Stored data
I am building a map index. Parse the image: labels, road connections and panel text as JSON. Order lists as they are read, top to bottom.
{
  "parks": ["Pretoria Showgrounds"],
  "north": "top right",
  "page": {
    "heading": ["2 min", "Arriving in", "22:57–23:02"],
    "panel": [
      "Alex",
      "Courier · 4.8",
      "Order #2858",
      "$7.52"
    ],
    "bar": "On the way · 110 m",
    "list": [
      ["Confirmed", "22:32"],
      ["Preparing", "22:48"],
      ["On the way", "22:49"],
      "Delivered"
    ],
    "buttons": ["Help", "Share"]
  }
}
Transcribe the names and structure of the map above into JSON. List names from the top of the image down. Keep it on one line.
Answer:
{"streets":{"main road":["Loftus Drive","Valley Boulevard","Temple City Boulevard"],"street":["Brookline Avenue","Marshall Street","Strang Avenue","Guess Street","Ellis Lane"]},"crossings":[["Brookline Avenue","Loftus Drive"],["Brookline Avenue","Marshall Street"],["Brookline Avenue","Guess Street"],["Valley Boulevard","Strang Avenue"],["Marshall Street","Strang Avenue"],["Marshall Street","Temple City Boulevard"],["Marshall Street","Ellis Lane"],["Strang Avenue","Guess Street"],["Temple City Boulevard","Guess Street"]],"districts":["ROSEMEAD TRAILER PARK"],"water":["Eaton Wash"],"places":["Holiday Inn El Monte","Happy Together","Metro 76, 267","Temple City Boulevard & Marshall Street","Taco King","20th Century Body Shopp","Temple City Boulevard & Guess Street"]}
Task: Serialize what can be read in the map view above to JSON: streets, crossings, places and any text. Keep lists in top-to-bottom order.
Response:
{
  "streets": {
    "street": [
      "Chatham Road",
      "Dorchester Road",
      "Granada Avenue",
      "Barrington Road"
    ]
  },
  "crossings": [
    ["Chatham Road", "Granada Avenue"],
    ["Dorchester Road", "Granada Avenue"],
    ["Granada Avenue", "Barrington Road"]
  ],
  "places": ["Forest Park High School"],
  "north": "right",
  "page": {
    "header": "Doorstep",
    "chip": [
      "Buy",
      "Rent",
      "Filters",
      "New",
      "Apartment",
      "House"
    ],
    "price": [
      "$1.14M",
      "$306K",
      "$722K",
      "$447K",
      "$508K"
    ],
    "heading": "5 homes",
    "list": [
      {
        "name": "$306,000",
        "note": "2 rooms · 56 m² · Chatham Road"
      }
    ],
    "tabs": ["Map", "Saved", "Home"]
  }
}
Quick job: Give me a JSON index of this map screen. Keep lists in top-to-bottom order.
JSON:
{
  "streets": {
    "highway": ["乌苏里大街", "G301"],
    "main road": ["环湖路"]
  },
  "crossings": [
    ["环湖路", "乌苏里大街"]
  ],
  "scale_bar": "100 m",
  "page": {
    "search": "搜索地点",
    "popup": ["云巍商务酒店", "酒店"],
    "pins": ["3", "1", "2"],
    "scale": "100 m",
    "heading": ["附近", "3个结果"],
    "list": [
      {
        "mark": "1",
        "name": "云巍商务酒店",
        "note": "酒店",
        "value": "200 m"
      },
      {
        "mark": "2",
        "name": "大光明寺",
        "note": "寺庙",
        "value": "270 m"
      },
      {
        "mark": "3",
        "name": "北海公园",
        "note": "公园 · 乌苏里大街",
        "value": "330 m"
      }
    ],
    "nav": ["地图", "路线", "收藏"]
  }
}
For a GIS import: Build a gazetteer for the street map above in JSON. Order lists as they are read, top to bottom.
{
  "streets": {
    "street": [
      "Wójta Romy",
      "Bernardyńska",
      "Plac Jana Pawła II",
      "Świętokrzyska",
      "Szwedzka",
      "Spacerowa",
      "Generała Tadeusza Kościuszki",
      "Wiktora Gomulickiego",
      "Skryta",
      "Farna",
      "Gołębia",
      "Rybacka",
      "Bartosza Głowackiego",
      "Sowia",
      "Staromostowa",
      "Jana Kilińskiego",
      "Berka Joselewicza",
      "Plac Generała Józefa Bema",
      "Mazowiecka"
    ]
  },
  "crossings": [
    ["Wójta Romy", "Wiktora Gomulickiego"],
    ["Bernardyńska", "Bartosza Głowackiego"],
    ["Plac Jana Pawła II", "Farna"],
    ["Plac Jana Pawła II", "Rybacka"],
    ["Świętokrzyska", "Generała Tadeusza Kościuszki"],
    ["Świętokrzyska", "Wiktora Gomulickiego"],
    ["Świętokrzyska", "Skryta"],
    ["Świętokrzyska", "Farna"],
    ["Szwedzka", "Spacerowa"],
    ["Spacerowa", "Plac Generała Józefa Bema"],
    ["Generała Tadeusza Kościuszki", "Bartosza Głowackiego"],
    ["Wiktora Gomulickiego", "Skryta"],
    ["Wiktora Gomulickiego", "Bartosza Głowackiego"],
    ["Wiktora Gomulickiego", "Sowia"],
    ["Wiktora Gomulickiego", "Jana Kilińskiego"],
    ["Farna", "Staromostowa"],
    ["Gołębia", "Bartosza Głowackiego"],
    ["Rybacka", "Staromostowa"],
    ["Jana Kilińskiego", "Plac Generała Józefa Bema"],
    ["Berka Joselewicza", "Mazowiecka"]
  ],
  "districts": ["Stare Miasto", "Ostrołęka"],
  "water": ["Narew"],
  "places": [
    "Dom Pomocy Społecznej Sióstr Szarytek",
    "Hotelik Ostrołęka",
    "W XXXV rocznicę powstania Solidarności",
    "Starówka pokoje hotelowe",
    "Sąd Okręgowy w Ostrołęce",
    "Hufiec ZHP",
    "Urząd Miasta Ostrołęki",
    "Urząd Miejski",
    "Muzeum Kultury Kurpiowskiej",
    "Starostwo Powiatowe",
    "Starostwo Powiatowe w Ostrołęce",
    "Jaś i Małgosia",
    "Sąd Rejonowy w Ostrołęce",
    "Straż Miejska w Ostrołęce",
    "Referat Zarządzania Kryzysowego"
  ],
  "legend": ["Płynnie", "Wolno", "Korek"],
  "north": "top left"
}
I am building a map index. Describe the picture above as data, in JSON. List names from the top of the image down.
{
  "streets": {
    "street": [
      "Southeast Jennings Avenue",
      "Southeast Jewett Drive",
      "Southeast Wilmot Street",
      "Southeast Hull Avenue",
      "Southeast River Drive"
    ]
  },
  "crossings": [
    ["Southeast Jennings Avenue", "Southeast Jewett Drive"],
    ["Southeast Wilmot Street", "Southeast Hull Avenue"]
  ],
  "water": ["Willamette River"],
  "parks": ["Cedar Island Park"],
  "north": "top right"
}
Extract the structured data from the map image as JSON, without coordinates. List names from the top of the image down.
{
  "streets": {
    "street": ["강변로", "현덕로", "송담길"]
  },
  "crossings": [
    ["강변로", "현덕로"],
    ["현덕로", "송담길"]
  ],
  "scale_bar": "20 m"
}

◆ **DESCRIPTION OF THE TASK**
Write out every record, exactly as written.

◆ **RESPONSE AREA**
I am building a map index. Parse the image: labels, road connections and panel text as JSON. Order lists as they are read, top to bottom.
{
  "parks": ["Pretoria Showgrounds"],
  "north": "top right",
  "page": {
    "heading": ["2 min", "Arriving in", "22:57–23:02"],
    "panel": [
      "Alex",
      "Courier · 4.8",
      "Order #2858",
      "$7.52"
    ],
    "bar": "On the way · 110 m",
    "list": [
      ["Confirmed", "22:32"],
      ["Preparing", "22:48"],
      ["On the way", "22:49"],
      "Delivered"
    ],
    "buttons": ["Help", "Share"]
  }
}
Transcribe the names and structure of the map above into JSON. List names from the top of the image down. Keep it on one line.
Answer:
{"streets":{"main road":["Loftus Drive","Valley Boulevard","Temple City Boulevard"],"street":["Brookline Avenue","Marshall Street","Strang Avenue","Guess Street","Ellis Lane"]},"crossings":[["Brookline Avenue","Loftus Drive"],["Brookline Avenue","Marshall Street"],["Brookline Avenue","Guess Street"],["Valley Boulevard","Strang Avenue"],["Marshall Street","Strang Avenue"],["Marshall Street","Temple City Boulevard"],["Marshall Street","Ellis Lane"],["Strang Avenue","Guess Street"],["Temple City Boulevard","Guess Street"]],"districts":["ROSEMEAD TRAILER PARK"],"water":["Eaton Wash"],"places":["Holiday Inn El Monte","Happy Together","Metro 76, 267","Temple City Boulevard & Marshall Street","Taco King","20th Century Body Shopp","Temple City Boulevard & Guess Street"]}
Task: Serialize what can be read in the map view above to JSON: streets, crossings, places and any text. Keep lists in top-to-bottom order.
Response:
{
  "streets": {
    "street": [
      "Chatham Road",
      "Dorchester Road",
      "Granada Avenue",
      "Barrington Road"
    ]
  },
  "crossings": [
    ["Chatham Road", "Granada Avenue"],
    ["Dorchester Road", "Granada Avenue"],
    ["Granada Avenue", "Barrington Road"]
  ],
  "places": ["Forest Park High School"],
  "north": "right",
  "page": {
    "header": "Doorstep",
    "chip": [
      "Buy",
      "Rent",
      "Filters",
      "New",
      "Apartment",
      "House"
    ],
    "price": [
      "$1.14M",
      "$306K",
      "$722K",
      "$447K",
      "$508K"
    ],
    "heading": "5 homes",
    "list": [
      {
        "name": "$306,000",
        "note": "2 rooms · 56 m² · Chatham Road"
      }
    ],
    "tabs": ["Map", "Saved", "Home"]
  }
}
Quick job: Give me a JSON index of this map screen. Keep lists in top-to-bottom order.
JSON:
{
  "streets": {
    "highway": ["乌苏里大街", "G301"],
    "main road": ["环湖路"]
  },
  "crossings": [
    ["环湖路", "乌苏里大街"]
  ],
  "scale_bar": "100 m",
  "page": {
    "search": "搜索地点",
    "popup": ["云巍商务酒店", "酒店"],
    "pins": ["3", "1", "2"],
    "scale": "100 m",
    "heading": ["附近", "3个结果"],
    "list": [
      {
        "mark": "1",
        "name": "云巍商务酒店",
        "note": "酒店",
        "value": "200 m"
      },
      {
        "mark": "2",
        "name": "大光明寺",
        "note": "寺庙",
        "value": "270 m"
      },
      {
        "mark": "3",
        "name": "北海公园",
        "note": "公园 · 乌苏里大街",
        "value": "330 m"
      }
    ],
    "nav": ["地图", "路线", "收藏"]
  }
}
For a GIS import: Build a gazetteer for the street map above in JSON. Order lists as they are read, top to bottom.
{
  "streets": {
    "street": [
      "Wójta Romy",
      "Bernardyńska",
      "Plac Jana Pawła II",
      "Świętokrzyska",
      "Szwedzka",
      "Spacerowa",
      "Generała Tadeusza Kościuszki",
      "Wiktora Gomulickiego",
      "Skryta",
      "Farna",
      "Gołębia",
      "Rybacka",
      "Bartosza Głowackiego",
      "Sowia",
      "Staromostowa",
      "Jana Kilińskiego",
      "Berka Joselewicza",
      "Plac Generała Józefa Bema",
      "Mazowiecka"
    ]
  },
  "crossings": [
    ["Wójta Romy", "Wiktora Gomulickiego"],
    ["Bernardyńska", "Bartosza Głowackiego"],
    ["Plac Jana Pawła II", "Farna"],
    ["Plac Jana Pawła II", "Rybacka"],
    ["Świętokrzyska", "Generała Tadeusza Kościuszki"],
    ["Świętokrzyska", "Wiktora Gomulickiego"],
    ["Świętokrzyska", "Skryta"],
    ["Świętokrzyska", "Farna"],
    ["Szwedzka", "Spacerowa"],
    ["Spacerowa", "Plac Generała Józefa Bema"],
    ["Generała Tadeusza Kościuszki", "Bartosza Głowackiego"],
    ["Wiktora Gomulickiego", "Skryta"],
    ["Wiktora Gomulickiego", "Bartosza Głowackiego"],
    ["Wiktora Gomulickiego", "Sowia"],
    ["Wiktora Gomulickiego", "Jana Kilińskiego"],
    ["Farna", "Staromostowa"],
    ["Gołębia", "Bartosza Głowackiego"],
    ["Rybacka", "Staromostowa"],
    ["Jana Kilińskiego", "Plac Generała Józefa Bema"],
    ["Berka Joselewicza", "Mazowiecka"]
  ],
  "districts": ["Stare Miasto", "Ostrołęka"],
  "water": ["Narew"],
  "places": [
    "Dom Pomocy Społecznej Sióstr Szarytek",
    "Hotelik Ostrołęka",
    "W XXXV rocznicę powstania Solidarności",
    "Starówka pokoje hotelowe",
    "Sąd Okręgowy w Ostrołęce",
    "Hufiec ZHP",
    "Urząd Miasta Ostrołęki",
    "Urząd Miejski",
    "Muzeum Kultury Kurpiowskiej",
    "Starostwo Powiatowe",
    "Starostwo Powiatowe w Ostrołęce",
    "Jaś i Małgosia",
    "Sąd Rejonowy w Ostrołęce",
    "Straż Miejska w Ostrołęce",
    "Referat Zarządzania Kryzysowego"
  ],
  "legend": ["Płynnie", "Wolno", "Korek"],
  "north": "top left"
}
I am building a map index. Describe the picture above as data, in JSON. List names from the top of the image down.
{
  "streets": {
    "street": [
      "Southeast Jennings Avenue",
      "Southeast Jewett Drive",
      "Southeast Wilmot Street",
      "Southeast Hull Avenue",
      "Southeast River Drive"
    ]
  },
  "crossings": [
    ["Southeast Jennings Avenue", "Southeast Jewett Drive"],
    ["Southeast Wilmot Street", "Southeast Hull Avenue"]
  ],
  "water": ["Willamette River"],
  "parks": ["Cedar Island Park"],
  "north": "top right"
}
Extract the structured data from the map image as JSON, without coordinates. List names from the top of the image down.
{
  "streets": {
    "street": ["강변로", "현덕로", "송담길"]
  },
  "crossings": [
    ["강변로", "현덕로"],
    ["현덕로", "송담길"]
  ],
  "scale_bar": "20 m"
}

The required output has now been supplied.